Douglas J.E. Schuerer, MD, FACS, FCCM
Professor of Surgery
Director of Trauma
Dr. Schuerer graduated from the University of Pittsburgh School of Medicine in 1995 and went on to complete his residency at Henry Ford Hospital in Detroit, Michigan. He completed a fellowship in surgical critical care at the University of Michigan – Ann Arbor, which also included a fellowship in extracorporeal membrane oxygenation. He continued as a staff member in general surgery and critical care at the University of Michigan before joining the staff at Barnes-Jewish Hospital in 2002.
Dr. Schuerer’s research interests include patient safety, deep venous thrombosis, severe respiratory failure and trauma outcome.
Sara A. Buckman, MD, PharmD, FACS
Assistant Professor of Surgery
Program Director, Surgical Critical Care Fellowship Program
Dr. Buckman received her doctor of pharmacy degree in 1999 and her medical degree in 2008, both from the University of Wisconsin. She completed pharmacy practice and solid organ transplant specialty residencies at the University of Nebraska, a surgical residency at the University of Wisconsin and a surgical critical care fellowship at Washington University in St. Louis.
Dr. Buckman specializes in surgical critical care. Her research interests include surgical infectious diseases and nutrition.
John E. Mazuski, MD, PhD, FACS, FCCM
Professor of Surgery
Dr. Mazuski received his medical degree from the University of California – Los Angeles in 1981. He then completed a surgical residency at the University of Minnesota – Minneapolis in 1990 and a fellowship in surgical critical care at the same institution in 1991. While at the University of Minnesota, he earned his PhD degree in biochemistry. He subsequently joined the faculty at Saint Louis University as assistant professor and then associate professor of surgery before coming to Washington University.
Dr. Mazuski has particular research interests in nutritional support and the treatment of surgical infections.
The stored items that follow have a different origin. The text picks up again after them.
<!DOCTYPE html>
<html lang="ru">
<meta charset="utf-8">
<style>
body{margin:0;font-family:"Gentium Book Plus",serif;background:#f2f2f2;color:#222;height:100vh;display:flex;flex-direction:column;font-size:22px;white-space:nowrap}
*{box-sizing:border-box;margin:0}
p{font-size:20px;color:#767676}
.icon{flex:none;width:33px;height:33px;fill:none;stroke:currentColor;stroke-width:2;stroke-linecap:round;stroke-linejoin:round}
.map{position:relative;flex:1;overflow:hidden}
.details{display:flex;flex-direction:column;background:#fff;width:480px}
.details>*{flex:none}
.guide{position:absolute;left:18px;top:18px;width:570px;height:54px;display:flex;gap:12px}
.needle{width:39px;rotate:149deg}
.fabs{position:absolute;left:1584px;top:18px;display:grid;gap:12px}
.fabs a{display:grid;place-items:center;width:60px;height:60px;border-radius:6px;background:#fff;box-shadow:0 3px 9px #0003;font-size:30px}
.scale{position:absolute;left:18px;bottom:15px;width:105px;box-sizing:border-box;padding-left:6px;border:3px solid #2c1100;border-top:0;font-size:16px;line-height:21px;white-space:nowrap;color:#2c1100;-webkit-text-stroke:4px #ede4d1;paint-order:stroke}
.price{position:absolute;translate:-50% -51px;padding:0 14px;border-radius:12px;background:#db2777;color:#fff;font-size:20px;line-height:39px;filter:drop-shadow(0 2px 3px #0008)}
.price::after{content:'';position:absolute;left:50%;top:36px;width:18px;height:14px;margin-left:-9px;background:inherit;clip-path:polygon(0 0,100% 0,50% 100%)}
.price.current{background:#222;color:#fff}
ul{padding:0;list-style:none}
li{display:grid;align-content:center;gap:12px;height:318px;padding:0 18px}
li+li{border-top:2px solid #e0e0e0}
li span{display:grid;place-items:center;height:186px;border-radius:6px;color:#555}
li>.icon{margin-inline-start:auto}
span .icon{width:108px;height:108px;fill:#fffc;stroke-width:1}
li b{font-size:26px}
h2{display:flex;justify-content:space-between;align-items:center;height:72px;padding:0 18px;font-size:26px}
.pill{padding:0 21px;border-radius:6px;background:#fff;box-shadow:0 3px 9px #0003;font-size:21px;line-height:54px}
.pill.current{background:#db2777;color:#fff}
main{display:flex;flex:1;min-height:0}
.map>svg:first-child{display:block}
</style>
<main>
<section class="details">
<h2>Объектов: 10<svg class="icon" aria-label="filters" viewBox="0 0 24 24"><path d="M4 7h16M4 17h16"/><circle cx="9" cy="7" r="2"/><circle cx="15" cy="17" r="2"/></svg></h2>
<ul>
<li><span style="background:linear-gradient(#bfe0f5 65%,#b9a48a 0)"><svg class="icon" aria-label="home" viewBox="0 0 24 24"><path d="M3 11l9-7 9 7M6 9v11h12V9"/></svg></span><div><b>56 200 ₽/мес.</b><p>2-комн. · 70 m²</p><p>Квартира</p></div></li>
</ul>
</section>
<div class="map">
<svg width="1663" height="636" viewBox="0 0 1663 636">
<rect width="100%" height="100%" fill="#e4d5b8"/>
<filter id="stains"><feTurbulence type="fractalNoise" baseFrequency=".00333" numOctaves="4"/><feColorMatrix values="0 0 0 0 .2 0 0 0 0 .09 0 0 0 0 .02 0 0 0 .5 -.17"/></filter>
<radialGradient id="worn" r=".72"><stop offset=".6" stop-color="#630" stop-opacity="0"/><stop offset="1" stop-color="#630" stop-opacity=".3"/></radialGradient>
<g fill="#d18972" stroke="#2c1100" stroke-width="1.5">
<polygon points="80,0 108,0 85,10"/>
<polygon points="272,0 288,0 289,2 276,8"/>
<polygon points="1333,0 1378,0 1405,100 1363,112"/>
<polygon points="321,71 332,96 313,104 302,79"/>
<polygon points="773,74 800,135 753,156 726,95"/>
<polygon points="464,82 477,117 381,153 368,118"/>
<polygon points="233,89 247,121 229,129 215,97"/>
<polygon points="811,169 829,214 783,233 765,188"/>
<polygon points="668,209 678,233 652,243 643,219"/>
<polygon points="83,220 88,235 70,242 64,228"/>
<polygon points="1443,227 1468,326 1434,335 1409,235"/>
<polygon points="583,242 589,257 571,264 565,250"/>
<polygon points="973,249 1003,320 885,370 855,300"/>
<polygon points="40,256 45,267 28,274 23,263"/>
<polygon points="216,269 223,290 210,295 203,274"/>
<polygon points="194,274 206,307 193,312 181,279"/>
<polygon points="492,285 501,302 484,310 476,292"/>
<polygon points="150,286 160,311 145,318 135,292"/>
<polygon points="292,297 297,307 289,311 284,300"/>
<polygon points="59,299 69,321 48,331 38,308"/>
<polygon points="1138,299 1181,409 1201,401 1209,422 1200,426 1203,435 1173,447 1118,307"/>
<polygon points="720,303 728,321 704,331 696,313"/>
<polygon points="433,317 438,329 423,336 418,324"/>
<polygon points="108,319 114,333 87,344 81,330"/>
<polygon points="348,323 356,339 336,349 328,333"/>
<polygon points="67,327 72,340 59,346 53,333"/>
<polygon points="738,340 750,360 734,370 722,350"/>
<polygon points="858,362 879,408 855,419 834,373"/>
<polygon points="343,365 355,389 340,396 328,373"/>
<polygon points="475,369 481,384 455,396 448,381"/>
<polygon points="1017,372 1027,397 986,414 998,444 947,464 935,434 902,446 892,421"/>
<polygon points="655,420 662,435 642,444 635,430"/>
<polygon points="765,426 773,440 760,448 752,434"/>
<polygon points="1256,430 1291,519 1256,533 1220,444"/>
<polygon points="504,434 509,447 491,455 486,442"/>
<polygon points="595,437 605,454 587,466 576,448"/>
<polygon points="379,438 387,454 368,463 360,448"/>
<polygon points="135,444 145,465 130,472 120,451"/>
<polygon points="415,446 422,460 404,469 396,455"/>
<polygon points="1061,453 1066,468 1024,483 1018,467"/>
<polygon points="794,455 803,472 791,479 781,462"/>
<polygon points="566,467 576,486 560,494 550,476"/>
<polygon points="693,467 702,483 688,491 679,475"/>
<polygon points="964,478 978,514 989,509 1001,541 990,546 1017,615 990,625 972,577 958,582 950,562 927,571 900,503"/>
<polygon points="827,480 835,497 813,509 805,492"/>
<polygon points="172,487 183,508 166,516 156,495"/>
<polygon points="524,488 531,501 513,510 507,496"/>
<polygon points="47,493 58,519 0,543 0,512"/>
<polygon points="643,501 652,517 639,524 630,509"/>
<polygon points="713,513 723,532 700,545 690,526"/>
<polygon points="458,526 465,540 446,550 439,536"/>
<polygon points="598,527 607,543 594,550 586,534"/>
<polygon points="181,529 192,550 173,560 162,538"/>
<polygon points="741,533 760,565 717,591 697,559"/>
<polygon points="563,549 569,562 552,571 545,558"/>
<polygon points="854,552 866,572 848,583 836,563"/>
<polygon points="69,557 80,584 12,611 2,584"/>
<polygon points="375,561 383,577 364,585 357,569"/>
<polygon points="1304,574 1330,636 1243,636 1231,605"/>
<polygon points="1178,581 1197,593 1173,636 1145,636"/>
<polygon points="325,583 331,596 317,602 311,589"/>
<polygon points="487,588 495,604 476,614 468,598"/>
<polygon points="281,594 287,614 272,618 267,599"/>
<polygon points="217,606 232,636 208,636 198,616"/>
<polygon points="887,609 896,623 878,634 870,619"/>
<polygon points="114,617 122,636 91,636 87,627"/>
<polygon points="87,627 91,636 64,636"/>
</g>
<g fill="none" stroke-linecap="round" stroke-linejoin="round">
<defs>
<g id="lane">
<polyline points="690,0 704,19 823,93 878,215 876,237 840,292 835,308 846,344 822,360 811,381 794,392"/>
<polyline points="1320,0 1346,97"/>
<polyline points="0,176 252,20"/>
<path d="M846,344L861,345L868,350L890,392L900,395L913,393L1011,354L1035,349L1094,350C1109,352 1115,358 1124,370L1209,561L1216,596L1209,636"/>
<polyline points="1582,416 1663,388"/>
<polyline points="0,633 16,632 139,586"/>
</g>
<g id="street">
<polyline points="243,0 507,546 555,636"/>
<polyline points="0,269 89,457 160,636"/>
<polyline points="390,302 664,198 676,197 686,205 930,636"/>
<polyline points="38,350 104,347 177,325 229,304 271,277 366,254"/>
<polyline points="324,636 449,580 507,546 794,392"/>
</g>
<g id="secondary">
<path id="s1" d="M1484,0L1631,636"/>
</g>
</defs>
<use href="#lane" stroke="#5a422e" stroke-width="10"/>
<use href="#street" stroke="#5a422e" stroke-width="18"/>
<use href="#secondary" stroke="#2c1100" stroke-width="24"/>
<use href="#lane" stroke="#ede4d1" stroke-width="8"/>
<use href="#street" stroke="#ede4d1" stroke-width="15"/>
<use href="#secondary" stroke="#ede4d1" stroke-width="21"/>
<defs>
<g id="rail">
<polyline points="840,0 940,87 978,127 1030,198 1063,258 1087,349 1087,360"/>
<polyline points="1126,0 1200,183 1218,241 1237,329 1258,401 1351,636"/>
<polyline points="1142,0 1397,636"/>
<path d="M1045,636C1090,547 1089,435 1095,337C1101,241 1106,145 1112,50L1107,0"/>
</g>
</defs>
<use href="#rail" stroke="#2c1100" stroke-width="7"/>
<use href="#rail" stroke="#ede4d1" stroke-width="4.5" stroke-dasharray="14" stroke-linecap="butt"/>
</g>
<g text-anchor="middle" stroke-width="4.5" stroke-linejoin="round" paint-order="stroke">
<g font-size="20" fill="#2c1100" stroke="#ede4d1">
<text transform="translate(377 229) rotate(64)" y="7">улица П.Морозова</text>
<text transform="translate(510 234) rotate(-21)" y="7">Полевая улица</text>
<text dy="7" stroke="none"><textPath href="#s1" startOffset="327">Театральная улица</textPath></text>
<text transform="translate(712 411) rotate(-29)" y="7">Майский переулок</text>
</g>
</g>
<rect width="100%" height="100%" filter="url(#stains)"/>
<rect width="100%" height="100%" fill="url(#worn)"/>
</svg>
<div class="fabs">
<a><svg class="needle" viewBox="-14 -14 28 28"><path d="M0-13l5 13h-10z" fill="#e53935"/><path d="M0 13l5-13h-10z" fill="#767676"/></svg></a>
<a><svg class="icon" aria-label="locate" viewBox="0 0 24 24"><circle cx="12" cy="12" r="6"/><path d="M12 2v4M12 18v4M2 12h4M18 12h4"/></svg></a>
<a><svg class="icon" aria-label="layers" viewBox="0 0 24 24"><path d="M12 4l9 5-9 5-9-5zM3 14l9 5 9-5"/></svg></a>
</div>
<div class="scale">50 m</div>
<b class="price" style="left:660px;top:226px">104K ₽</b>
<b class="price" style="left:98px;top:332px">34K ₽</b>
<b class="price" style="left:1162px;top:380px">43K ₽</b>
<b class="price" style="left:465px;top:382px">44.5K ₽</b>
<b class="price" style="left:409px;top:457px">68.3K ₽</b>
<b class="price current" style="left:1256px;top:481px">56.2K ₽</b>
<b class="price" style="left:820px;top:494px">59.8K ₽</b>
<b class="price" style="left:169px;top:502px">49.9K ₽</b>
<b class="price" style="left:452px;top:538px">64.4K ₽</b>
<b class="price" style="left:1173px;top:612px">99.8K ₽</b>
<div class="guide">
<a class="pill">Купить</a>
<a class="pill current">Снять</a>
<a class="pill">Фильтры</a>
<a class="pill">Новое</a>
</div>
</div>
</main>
He is an investigator in a number of clinical studies of newer agents for the treatment of critically ill patients, especially those with trauma and sepsis. He also participates actively in national task forces developing guidelines for the care of critically ill patients. He is a past president of the Surgical Infection Society.
Dr. Hotchkiss received his medical degree from the University of Virginia in 1976. He performed residencies at Massachusetts General Hospital and Emory University. He completed fellowships in intensive care and respiratory intensive care at the University of Virginia and Massachusetts General Hospital, respectively. Dr. Hotchkiss came to Washington University in 1987 after serving on the faculty of Emory University.
Dr. Hotchkiss investigates mechanisms of cell injury and death in critical illness, particularly the role of lymphocytic apoptosis in both human studies and animal models of sepsis and has published his results in journals such as the New England Journal of Medicine, Science, Nature Medicine and Nature Immunology. Dr. Hotchkiss is past president of the Shock Society.